-------- Supplied information --------
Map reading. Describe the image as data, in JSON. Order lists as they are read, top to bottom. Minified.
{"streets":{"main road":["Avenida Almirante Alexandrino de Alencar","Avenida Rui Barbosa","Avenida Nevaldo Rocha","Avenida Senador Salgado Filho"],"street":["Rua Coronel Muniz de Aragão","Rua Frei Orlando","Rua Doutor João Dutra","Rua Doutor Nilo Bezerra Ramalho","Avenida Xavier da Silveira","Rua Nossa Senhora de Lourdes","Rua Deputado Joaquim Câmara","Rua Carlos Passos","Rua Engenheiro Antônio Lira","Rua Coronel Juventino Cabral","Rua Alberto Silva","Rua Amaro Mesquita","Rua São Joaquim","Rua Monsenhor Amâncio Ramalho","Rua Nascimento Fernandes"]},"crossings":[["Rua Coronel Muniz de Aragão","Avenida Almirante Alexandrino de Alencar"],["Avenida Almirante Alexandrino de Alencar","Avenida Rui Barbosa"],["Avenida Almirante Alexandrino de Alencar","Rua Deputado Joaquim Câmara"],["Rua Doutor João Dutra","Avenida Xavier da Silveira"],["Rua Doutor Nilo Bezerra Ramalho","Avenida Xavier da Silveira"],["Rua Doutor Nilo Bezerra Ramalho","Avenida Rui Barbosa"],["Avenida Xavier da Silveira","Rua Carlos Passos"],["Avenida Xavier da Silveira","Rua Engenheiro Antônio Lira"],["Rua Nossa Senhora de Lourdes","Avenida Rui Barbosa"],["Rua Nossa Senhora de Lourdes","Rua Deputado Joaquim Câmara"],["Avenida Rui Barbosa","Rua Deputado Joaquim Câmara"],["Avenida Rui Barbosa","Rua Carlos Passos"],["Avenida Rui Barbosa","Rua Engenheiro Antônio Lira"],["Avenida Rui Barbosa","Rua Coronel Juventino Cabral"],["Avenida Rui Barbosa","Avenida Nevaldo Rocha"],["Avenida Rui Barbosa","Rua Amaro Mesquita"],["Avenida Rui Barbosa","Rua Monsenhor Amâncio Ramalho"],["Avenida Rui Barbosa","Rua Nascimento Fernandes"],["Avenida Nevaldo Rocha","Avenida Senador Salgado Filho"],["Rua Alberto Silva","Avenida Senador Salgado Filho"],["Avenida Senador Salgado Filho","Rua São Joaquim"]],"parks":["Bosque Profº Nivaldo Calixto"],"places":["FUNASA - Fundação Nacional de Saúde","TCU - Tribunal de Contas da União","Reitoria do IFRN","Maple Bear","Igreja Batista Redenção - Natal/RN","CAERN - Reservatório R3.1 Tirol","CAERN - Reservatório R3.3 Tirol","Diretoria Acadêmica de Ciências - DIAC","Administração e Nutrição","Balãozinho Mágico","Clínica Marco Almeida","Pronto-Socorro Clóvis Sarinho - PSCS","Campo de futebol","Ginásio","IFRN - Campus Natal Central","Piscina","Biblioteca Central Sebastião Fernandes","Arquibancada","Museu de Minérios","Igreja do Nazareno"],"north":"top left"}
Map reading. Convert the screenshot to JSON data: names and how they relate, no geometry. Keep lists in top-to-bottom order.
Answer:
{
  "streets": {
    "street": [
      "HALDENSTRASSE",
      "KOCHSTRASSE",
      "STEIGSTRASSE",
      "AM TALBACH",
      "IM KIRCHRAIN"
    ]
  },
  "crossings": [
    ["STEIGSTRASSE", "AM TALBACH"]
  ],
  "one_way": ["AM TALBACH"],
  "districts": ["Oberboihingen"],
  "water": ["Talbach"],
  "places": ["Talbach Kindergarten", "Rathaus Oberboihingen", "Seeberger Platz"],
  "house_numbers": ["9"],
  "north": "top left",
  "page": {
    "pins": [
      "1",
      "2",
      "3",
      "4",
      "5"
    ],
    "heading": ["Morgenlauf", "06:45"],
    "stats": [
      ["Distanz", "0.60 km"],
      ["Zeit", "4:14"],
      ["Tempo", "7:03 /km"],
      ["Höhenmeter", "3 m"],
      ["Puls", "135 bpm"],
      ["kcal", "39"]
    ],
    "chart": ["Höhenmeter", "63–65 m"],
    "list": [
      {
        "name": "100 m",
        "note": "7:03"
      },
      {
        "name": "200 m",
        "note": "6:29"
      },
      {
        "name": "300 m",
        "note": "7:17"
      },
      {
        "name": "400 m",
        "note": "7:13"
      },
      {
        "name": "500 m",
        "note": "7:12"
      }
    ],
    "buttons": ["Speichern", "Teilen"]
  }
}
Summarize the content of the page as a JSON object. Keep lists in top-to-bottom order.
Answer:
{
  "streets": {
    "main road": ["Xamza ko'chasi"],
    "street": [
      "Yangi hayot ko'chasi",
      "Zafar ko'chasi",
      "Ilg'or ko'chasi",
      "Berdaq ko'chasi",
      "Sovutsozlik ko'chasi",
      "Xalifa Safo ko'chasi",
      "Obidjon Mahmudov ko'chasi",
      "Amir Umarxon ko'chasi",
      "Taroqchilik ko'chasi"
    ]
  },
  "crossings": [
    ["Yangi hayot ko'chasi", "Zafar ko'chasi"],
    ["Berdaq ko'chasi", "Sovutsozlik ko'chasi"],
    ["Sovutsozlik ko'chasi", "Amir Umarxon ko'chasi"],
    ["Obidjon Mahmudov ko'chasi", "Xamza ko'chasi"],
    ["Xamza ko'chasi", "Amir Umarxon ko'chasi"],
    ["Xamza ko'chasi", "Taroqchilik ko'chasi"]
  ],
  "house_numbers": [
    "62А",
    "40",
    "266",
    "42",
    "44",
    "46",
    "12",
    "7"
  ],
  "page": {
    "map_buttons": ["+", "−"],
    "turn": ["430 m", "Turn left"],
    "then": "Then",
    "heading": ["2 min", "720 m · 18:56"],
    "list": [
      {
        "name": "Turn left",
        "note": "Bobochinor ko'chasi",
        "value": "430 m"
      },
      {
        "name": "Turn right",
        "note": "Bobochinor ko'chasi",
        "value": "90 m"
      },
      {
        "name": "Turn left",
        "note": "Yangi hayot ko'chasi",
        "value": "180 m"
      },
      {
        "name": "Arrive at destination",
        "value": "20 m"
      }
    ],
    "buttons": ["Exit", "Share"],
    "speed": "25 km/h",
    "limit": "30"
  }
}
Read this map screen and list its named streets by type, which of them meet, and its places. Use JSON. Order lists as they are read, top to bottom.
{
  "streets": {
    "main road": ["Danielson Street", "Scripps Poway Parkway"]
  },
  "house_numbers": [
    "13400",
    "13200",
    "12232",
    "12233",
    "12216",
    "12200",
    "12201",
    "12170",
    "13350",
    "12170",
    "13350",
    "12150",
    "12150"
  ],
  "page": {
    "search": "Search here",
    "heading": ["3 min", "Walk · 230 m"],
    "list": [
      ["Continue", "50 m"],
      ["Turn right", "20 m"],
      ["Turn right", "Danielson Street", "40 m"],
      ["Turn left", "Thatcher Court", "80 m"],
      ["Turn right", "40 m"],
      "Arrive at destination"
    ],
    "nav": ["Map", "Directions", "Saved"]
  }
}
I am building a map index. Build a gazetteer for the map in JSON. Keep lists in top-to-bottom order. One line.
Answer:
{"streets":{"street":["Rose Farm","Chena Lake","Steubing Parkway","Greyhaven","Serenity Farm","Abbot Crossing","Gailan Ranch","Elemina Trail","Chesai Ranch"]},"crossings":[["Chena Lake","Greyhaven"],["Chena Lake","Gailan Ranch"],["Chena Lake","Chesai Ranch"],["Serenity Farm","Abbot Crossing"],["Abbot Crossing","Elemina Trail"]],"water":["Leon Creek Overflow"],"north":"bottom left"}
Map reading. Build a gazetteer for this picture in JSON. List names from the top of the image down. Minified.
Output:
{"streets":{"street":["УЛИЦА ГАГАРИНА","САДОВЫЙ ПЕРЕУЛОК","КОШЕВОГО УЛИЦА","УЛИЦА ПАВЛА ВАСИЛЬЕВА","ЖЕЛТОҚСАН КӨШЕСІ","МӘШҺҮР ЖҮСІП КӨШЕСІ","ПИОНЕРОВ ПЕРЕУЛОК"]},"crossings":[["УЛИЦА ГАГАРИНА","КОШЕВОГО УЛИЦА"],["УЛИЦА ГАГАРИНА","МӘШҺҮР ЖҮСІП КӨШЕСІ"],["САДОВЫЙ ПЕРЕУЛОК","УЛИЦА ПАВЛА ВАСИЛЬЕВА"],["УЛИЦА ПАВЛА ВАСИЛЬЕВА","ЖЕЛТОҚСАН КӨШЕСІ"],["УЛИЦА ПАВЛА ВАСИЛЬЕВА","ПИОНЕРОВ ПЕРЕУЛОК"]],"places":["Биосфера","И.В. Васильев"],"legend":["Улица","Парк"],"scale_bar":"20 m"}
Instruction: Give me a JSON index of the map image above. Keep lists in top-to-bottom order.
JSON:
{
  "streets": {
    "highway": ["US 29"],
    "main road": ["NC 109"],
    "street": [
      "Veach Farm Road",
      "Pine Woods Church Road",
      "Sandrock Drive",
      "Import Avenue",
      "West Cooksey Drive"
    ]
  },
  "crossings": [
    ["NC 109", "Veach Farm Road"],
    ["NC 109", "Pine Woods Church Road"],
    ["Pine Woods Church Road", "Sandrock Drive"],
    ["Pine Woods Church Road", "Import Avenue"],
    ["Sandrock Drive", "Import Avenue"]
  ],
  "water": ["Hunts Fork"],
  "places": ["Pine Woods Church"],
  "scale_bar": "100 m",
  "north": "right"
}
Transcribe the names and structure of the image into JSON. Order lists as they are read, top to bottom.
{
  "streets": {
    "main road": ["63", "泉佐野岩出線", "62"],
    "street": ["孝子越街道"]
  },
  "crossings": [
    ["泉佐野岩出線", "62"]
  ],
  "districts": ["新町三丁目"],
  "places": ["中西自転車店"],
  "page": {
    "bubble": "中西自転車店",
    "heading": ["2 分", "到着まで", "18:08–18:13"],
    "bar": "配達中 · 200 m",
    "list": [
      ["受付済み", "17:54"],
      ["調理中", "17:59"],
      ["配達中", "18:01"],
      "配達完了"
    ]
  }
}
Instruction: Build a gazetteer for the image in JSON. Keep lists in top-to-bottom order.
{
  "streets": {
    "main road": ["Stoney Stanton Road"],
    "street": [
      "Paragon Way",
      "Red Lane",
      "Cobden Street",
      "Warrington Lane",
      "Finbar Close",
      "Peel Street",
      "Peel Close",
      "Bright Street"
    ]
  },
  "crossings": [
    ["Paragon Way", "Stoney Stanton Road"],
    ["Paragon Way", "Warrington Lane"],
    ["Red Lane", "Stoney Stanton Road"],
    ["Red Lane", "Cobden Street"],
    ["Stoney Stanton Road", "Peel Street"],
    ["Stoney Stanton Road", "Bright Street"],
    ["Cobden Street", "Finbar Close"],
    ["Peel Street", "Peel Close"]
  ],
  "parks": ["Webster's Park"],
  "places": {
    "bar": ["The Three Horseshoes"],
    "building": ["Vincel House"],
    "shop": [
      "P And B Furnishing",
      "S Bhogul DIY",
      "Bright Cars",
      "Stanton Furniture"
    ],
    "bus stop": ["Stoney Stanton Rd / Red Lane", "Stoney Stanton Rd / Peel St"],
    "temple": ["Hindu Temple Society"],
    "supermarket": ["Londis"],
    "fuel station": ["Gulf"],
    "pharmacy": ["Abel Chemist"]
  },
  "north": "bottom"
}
--------
Description of the task: In the entries, find every line holding "Instruction" and copy it.

Response:
Instruction: Give me a JSON index of the map image above. Keep lists in top-to-bottom order.
Instruction: Build a gazetteer for the image in JSON. Keep lists in top-to-bottom order.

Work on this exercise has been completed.